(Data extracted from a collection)
* * * * * * * * *

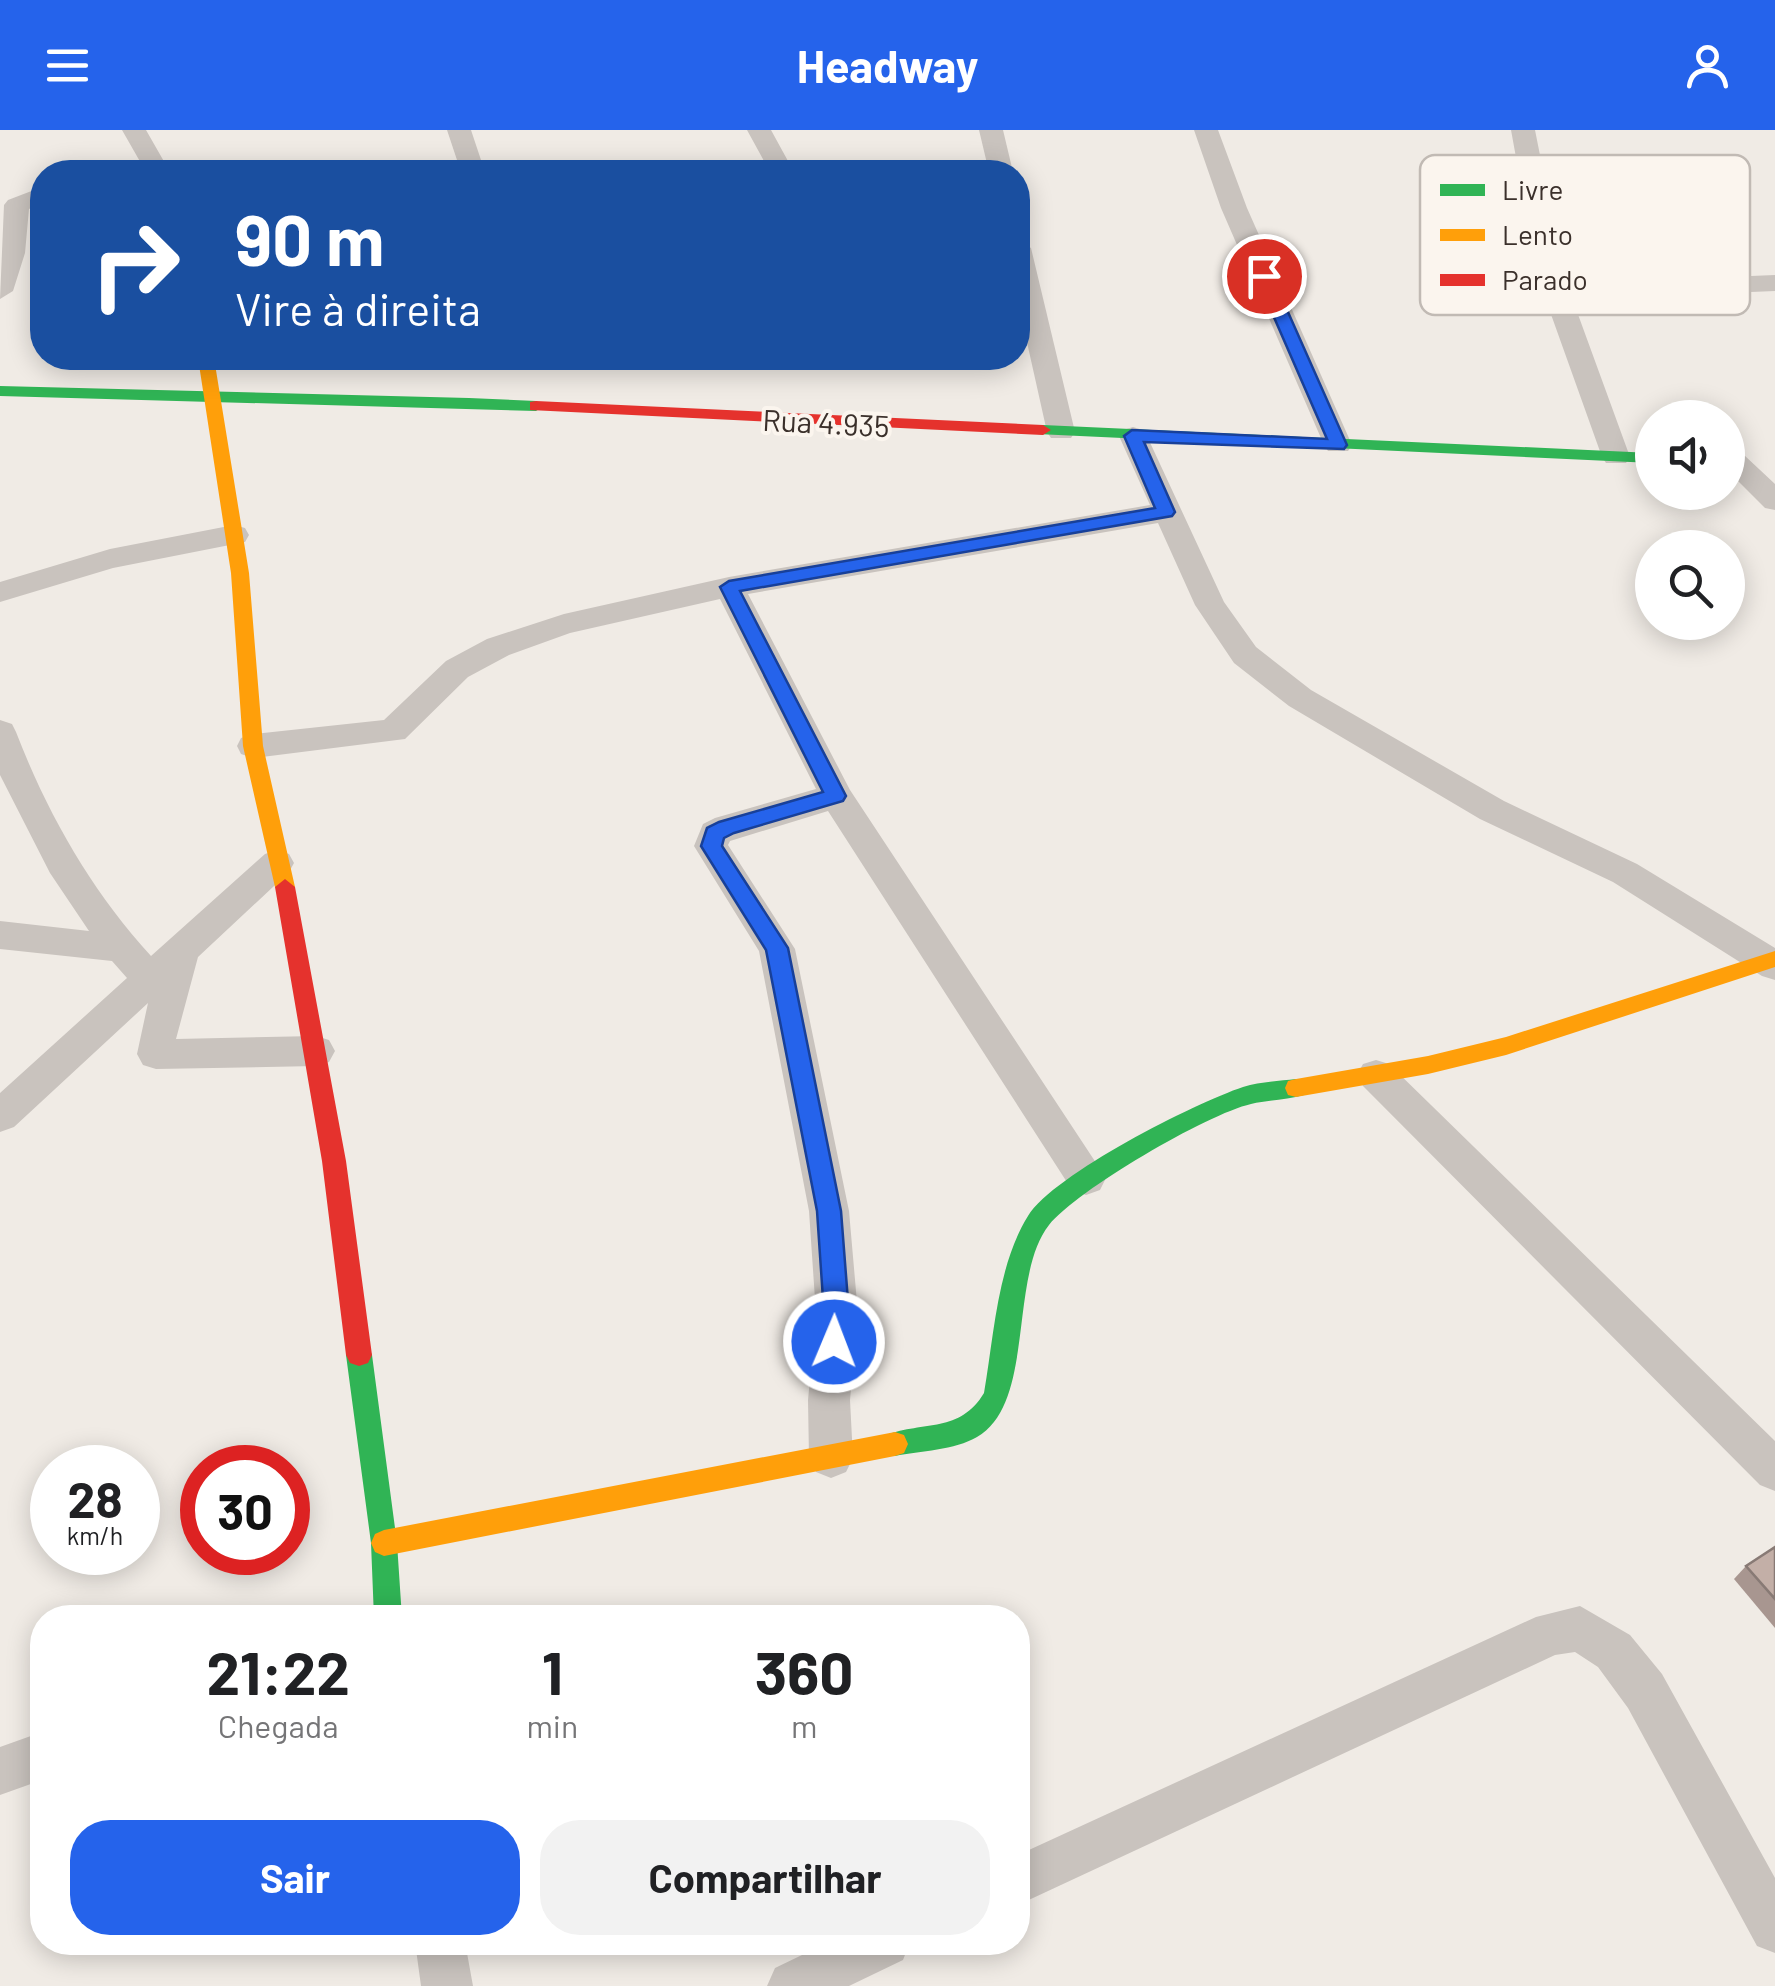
<!DOCTYPE html>
<html lang="pt">
<head>
<meta charset="utf-8">
<style>
  :root { --surface:#fff; --page:#f2f2f2; --text:#202124; --muted:#757577; --accent:#2563eb }
  body { margin:0; font-family:Barlow,sans-serif; background:var(--page); color:var(--text); height:100vh; display:flex; flex-direction:column; font-size:38px; white-space:nowrap }
  * { box-sizing:border-box; margin:0 }
  p { font-size:32px; color:var(--muted) }
  .icon { flex:none; width:55px; height:55px; fill:none; stroke:currentColor; stroke-width:2; stroke-linecap:round; stroke-linejoin:round }
  .map { position:relative; flex:1; overflow:hidden }
  .panel { position:absolute; left:30px; top:1475px; width:1000px; height:350px; display:flex; flex-direction:column; background:var(--surface); border-radius:40px; box-shadow:0 5px 25px #0003 }
  .panel>* { flex:none }
  .top-card { position:absolute; left:30px; top:30px; width:1000px; height:210px; border-radius:40px; box-shadow:0 5px 25px #0003; background:#1a4fa0; color:#fff; overflow:hidden }
  .buttons { position:absolute; left:1635px; top:270px; display:grid; gap:20px }
  .buttons a { display:grid; place-items:center; width:110px; height:110px; border-radius:50%; background:var(--surface); box-shadow:0 5px 25px #0003; font-size:50px }
  .speed { position:absolute; left:30px; top:1315px; display:flex; gap:20px; font-size:50px; font-weight:700; text-align:center }
  .speed>* { display:grid; place-content:center; width:130px; height:130px; border-radius:50%; background:var(--surface); box-shadow:0 5px 25px #0003; line-height:1 }
  .speed small { font-size:25px; font-weight:400 }
  .speed .limit { border:15px solid #d22; background:#fff; color:#111 }
  .pin { position:absolute; display:grid; place-items:center; width:85px; height:85px; color:#fff; margin:-42px; border:5px solid #fff; border-radius:50%; box-shadow:0 2px 10px #0007 }
  .me { position:absolute; width:110px; margin:-55px; rotate:1deg; stroke-linejoin:round; filter:drop-shadow(0 0 8px #0008) }
  .turn { display:flex; align-items:center; gap:35px; height:210px; padding:0 40px; font-size:45px }
  .turn .icon { width:130px; height:130px; stroke-width:2.5 }
  .turn b { display:block; font-size:70px; line-height:85px }
  .eta { display:flex; justify-content:space-evenly; align-items:center; height:170px; text-align:center }
  .eta b { font-size:60px; font-weight:700; line-height:70px }
  .action { display:flex; gap:20px; margin-top:auto; padding:20px 40px }
  .action a { flex:1; height:115px; border-radius:40px; background:var(--accent); color:#fff; font-size:40px; font-weight:700; line-height:115px; text-align:center }
  .action a+a { background:var(--page); color:var(--text) }
  header { display:flex; justify-content:space-between; align-items:center; height:130px; padding:0 40px; background:var(--accent); color:#fff; font-size:45px; font-weight:700 }
  .map>svg:first-child { display:block }
  .lines { fill:none; stroke-linecap:round; stroke-linejoin:round }
  .street { fill:#c9c3be; fill-rule:evenodd }
  .fast { fill:#30b455; fill-rule:evenodd }
  .slow { fill:#ff9f0a; fill-rule:evenodd }
  .jam { fill:#e5322d; fill-rule:evenodd }
  .wall { fill:#a89690 }
  .building { fill:#c3afa7; stroke:#887a75; stroke-width:2.5 }
  .route { fill:#2563eb; stroke:#184099; stroke-width:2.5 }
  .labels { text-anchor:middle; dominant-baseline:central; stroke-width:8; stroke-linejoin:round; paint-order:stroke }
  .far-street-label { font-size:30px; fill:#3b302b; stroke:#fbf5ee }
  .key { fill:#fbf5ee; stroke:#c1bab4; stroke-width:2.5 }
  .key-label { font-size:28px; fill:#3b302b }
</style>
</head>
<body>
<header><svg class="icon" aria-label="menu" viewBox="0 0 24 24"><path d="M4 6h16M4 12h16M4 18h16"/></svg>Headway<svg class="icon" aria-label="person" viewBox="0 0 24 24"><circle cx="12" cy="8" r="4"/><path d="M4 21q1-7 8-7t8 7"/></svg></header>
<div class="map">
<svg width="1775" height="1856" viewBox="0 0 1775 1856">
  <rect width="100%" height="100%" fill="#f0ebe5"/>
  <g class="lines">
    <path class="street" d="M122,0H146L170,42H146Z
      M447,0H471L485,42H461Z
      M747,0H771L794,42H770Z
      M979,0H1003L1013,42H989Z
      M1194,0H1218L1247,78L1352,315L1348,321H1328L1324,315L1221,78Z
      M1511,0H1535L1563,141L1654,150L1775,145V161L1654,166L1568,157L1630,327L1626,333H1606L1602,327L1538,148Z
      M42,57V73L29,79L25,123L13,161L0,169L4,75L8,70Z
      M1018,110L1031,118L1075,302L1071,308H1051L1047,302L1018,172Z
      M1133,297L1143,300L1147,306L1224,472L1256,517L1311,560L1504,671L1637,734L1775,818V850L1762,846L1613,752L1480,689L1289,576L1234,533L1195,475L1158,393L748,464L850,660L1106,1048L1100,1060L1086,1065L1072,1060L828,681L730,711L728,715L795,819L849,1081L858,1184L850,1270L853,1328L846,1342L831,1348L816,1342L809,1328L808,1270L816,1184L809,1081L759,821L694,716L703,694L715,688L816,659L720,469L570,503L509,525L468,547L405,609L253,628L241,624L237,616L241,608L253,604L384,590L446,531L487,509L564,484L729,447L1150,375L1119,306L1123,300Z
      M1734,322L1744,325L1775,354V380L1765,378L1728,341V324Z
      M234,395L245,398L249,405L245,412L113,438L0,472V452L110,419Z
      M0,590L12,594L16,602C48,685 91,760 151,826L265,724L277,720L289,724L294,733L289,742L198,827L176,909L316,906L329,910L335,921L329,932L316,936L156,939L143,935L137,924L148,873L14,997L0,1002V963L127,848L112,831L0,819V791L89,801L50,743L0,645Z
      M1376,930L1389,934L1775,1311V1361L1760,1355L1363,956L1357,945L1363,934Z
      M1580,1476L1630,1505L1662,1544L1775,1748V1823L1757,1816L1628,1578L1598,1537L1575,1522L1555,1525L1018,1775V1725L1536,1487Z
      M42,1602V1650L0,1665V1617Z
      M415,1812H465L473,1856H421Z
      M829,1812H910L903,1830L849,1856H767L775,1838Z"/>
    <path class="fast" d="M0,256L469,268L536,271L544,276L536,281L0,266Z
      M1043,295L1652,323V333L1037,304V296Z
      M1296,949L1304,951L1307,958L1304,965C1287,970 1269,970 1251,974C1207,984 1077,1060 1049,1095C1008,1147 1036,1273 977,1307C955,1320 920,1321 895,1326L886,1323L882,1314L886,1305C924,1291 960,1303 984,1263C994,1206 997,1136 1028,1086C1054,1044 1195,973 1243,957C1260,952 1279,951 1296,949Z
      M359,1214L368,1217L372,1225L397,1413L402,1488H374L371,1413L346,1225L350,1217Z"/>
    <path class="slow" d="M198,228H214L249,443L263,616L295,757L285,765L275,757L243,616L231,443Z
      M1775,821V837L1506,925L1428,944L1296,967L1288,965L1285,958L1288,951L1296,949L1428,926L1506,907Z
      M895,1302L904,1305L908,1314L904,1323L895,1326L384,1426L375,1422L371,1413L375,1404L384,1400Z"/>
    <path class="jam" d="M536,271L1043,295L1051,300L1043,305L530,280V272Z
      M285,749L295,757L346,1031L372,1225L368,1233L359,1236L350,1233L346,1225L322,1031L275,757Z"/>
  </g>
  <path class="wall" d="M1775,1417V1498L1734,1449L1746,1436Z"/>
  <path class="building" d="M1775,1417V1469L1746,1436Z"/>
  <path class="route" d="M1258,142L1272,146L1347,315L1344,319L1144,312L1175,382L1172,386L740,461L846,666L843,671L734,703L724,708L722,716L788,818L841,1081L849,1184L843,1221L834,1224L825,1221L822,1212L824,1184L817,1081L766,820L701,716L707,698L719,692L823,662L720,457L729,451L1155,378L1124,306L1132,300L1327,309L1256,146Z"/>
  <g class="labels">
    <g class="far-street-label">
      <text transform="translate(826 292) rotate(3)">Rua 4.935</text>
    </g>
  </g>
  <rect x="1420" y="25" width="330" height="160" rx="15" class="key"/>
  <rect x="1440" y="54" width="45" height="12" fill="#30b455"/>
  <rect x="1440" y="99" width="45" height="12" fill="#ff9f0a"/>
  <rect x="1440" y="144" width="45" height="12" fill="#e5322d"/>
  <g class="key-label">
    <text x="1502" y="70">Livre</text>
    <text x="1502" y="115">Lento</text>
    <text x="1502" y="160">Parado</text>
  </g>
</svg>
<div class="buttons">
<a><svg class="icon" aria-label="sound" viewBox="0 0 24 24"><path d="M4 9h4l5-4v14l-5-4H4zM17 9q2 3 0 6"/></svg></a>
<a><svg class="icon" aria-label="search" viewBox="0 0 24 24"><circle cx="10" cy="10" r="6"/><path d="M15 15l6 6"/></svg></a>
</div>
<div class="speed"><div>28<small>km/h</small></div><div class="limit">30</div></div>
<div class="pin" style="left:1264px;top:146px;background:#d93025"><svg class="icon" aria-label="arrive" viewBox="0 0 24 24"><path d="M6 21V4h12l-3 4 3 4H6"/></svg></div>
<svg class="me" style="left:834px;top:1212px" viewBox="-20 -20 40 40"><circle r="17" fill="#2563eb" stroke="#fff" stroke-width="3"/><path d="M0-11L8 9 0 5-8 9z" fill="#fff"/></svg>
<div class="top-card">
<div class="turn"><svg class="icon" aria-label="right" viewBox="0 0 24 24"><path d="M7 20v-9h11M14 6l5 5-5 5"/></svg><div><b>90 m</b>Vire à direita</div></div>
</div>
<section class="panel">
<div class="eta">
<div><b>21:22</b><p>Chegada</p></div>
<div><b>1</b><p>min</p></div>
<div><b>360</b><p>m</p></div>
</div>
<div class="action"><a>Sair</a><a>Compartilhar</a></div>
</section>
</div>
</body>
</html>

* * * * * * * * *

Task to carry out: Up to and including the line containing "position:absolute; left:30px; top:30px;", quote each line of the entries above from the very first, please, exactly and without images.

Result for this task:
<!DOCTYPE html>
<html lang="pt">
<head>
<meta charset="utf-8">
<style>
  :root { --surface:#fff; --page:#f2f2f2; --text:#202124; --muted:#757577; --accent:#2563eb }
  body { margin:0; font-family:Barlow,sans-serif; background:var(--page); color:var(--text); height:100vh; display:flex; flex-direction:column; font-size:38px; white-space:nowrap }
  * { box-sizing:border-box; margin:0 }
  p { font-size:32px; color:var(--muted) }
  .icon { flex:none; width:55px; height:55px; fill:none; stroke:currentColor; stroke-width:2; stroke-linecap:round; stroke-linejoin:round }
  .map { position:relative; flex:1; overflow:hidden }
  .panel { position:absolute; left:30px; top:1475px; width:1000px; height:350px; display:flex; flex-direction:column; background:var(--surface); border-radius:40px; box-shadow:0 5px 25px #0003 }
  .panel>* { flex:none }
  .top-card { position:absolute; left:30px; top:30px; width:1000px; height:210px; border-radius:40px; box-shadow:0 5px 25px #0003; background:#1a4fa0; color:#fff; overflow:hidden }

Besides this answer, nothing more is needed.